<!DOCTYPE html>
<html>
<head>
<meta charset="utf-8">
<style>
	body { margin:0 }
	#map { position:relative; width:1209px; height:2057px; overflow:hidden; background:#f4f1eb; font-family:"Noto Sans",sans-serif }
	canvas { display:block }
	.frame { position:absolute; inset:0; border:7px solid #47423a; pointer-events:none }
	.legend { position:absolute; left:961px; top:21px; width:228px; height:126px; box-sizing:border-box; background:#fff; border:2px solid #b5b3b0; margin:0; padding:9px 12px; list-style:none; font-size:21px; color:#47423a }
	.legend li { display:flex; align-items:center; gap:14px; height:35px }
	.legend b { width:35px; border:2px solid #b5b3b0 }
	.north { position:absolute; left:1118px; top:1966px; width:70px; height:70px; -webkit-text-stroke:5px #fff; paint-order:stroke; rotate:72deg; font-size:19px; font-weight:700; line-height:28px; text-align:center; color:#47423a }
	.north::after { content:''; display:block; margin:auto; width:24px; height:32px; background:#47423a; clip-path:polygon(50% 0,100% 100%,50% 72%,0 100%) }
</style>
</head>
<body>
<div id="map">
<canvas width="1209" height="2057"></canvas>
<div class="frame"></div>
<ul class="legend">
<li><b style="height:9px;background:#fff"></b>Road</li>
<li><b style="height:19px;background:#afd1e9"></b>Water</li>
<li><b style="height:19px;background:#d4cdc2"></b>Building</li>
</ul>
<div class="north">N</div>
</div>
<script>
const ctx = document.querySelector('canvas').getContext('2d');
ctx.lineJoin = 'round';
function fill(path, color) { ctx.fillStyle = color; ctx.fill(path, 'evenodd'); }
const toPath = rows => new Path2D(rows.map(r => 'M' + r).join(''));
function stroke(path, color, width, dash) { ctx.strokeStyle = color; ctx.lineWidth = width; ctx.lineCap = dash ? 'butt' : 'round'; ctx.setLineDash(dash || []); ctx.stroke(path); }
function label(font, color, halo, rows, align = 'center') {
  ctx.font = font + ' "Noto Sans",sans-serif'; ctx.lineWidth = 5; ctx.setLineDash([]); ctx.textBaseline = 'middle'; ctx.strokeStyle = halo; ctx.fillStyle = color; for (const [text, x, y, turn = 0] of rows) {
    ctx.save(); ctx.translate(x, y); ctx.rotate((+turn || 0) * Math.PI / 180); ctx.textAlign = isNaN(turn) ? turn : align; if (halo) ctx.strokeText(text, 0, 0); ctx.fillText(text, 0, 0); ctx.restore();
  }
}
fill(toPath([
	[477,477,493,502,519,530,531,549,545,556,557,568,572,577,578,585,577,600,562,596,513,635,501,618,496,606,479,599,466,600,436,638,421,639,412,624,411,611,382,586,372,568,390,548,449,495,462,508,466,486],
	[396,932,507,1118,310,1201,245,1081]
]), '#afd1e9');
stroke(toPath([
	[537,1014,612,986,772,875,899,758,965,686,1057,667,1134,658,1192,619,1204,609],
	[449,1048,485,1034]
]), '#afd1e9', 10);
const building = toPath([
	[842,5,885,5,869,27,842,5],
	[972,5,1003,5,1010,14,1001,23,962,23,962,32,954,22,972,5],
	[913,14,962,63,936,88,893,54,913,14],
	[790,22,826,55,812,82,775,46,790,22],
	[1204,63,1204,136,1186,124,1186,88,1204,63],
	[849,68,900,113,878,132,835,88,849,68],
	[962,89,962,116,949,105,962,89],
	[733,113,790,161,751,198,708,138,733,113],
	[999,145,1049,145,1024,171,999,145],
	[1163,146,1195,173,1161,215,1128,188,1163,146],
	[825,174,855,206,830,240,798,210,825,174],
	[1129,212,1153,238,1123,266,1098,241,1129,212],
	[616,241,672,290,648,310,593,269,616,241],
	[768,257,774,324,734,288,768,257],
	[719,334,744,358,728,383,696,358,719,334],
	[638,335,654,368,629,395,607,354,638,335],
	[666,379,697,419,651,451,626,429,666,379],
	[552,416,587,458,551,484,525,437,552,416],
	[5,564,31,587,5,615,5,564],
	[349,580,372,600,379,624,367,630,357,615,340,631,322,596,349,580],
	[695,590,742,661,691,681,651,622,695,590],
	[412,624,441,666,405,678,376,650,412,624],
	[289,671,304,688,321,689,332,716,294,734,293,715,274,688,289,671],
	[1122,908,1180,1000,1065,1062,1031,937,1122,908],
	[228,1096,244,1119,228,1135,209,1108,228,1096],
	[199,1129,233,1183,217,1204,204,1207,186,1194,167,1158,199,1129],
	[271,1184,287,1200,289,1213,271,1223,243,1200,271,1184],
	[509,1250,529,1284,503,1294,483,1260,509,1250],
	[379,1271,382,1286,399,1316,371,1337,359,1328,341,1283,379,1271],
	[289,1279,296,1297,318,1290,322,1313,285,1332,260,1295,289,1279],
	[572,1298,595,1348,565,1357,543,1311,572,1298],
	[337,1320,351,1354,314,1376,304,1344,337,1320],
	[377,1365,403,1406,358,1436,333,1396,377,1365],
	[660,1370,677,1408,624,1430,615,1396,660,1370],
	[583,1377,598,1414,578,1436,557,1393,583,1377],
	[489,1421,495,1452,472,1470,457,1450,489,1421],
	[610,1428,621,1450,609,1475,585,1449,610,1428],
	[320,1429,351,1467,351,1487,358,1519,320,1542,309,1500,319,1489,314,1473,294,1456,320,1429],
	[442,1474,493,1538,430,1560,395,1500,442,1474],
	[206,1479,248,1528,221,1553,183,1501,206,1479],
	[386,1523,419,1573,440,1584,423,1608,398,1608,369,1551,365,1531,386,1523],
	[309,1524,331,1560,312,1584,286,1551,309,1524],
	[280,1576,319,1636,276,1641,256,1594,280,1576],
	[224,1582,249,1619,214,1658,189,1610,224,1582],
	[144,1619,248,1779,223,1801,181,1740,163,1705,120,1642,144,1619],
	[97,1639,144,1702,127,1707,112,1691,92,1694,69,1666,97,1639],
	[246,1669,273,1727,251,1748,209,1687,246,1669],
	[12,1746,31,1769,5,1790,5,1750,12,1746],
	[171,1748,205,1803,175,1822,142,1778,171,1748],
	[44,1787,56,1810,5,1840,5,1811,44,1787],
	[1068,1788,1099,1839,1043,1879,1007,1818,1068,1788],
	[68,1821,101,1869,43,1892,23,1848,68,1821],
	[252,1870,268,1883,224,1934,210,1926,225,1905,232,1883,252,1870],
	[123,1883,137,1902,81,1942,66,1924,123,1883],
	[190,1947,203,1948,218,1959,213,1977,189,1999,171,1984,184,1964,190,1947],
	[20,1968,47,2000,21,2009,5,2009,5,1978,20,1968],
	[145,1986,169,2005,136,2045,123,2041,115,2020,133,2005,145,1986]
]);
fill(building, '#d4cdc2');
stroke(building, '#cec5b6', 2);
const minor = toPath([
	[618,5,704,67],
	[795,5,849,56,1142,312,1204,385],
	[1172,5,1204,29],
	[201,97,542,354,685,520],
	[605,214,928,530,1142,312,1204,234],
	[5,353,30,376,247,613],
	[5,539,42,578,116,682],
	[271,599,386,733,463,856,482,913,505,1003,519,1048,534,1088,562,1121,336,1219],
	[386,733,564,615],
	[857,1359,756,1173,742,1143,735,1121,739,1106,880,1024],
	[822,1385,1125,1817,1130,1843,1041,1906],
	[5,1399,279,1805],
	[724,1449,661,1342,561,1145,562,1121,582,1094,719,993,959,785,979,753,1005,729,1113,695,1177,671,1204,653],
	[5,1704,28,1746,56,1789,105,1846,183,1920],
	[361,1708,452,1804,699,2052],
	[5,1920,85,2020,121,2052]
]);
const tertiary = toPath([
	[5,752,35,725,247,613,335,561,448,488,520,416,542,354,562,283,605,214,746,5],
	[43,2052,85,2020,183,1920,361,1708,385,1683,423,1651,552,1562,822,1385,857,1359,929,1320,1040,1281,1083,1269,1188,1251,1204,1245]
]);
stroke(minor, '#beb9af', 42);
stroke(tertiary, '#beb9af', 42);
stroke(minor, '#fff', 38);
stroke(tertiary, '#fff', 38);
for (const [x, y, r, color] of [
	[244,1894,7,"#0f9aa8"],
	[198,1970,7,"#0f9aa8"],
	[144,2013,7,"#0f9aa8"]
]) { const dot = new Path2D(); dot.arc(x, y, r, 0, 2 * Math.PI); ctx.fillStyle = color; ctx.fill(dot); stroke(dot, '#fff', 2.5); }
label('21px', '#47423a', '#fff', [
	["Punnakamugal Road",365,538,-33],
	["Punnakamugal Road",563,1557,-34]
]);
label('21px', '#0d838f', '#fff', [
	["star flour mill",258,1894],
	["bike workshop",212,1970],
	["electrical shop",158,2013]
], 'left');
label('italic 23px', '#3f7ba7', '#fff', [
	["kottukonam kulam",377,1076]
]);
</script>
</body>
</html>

▬▬▬▬▬▬

TO DO: Among the lines above, find those that contain the word "class" and copy them.

TASK SOLUTION:
<div class="frame"></div>
<ul class="legend">
<div class="north">N</div>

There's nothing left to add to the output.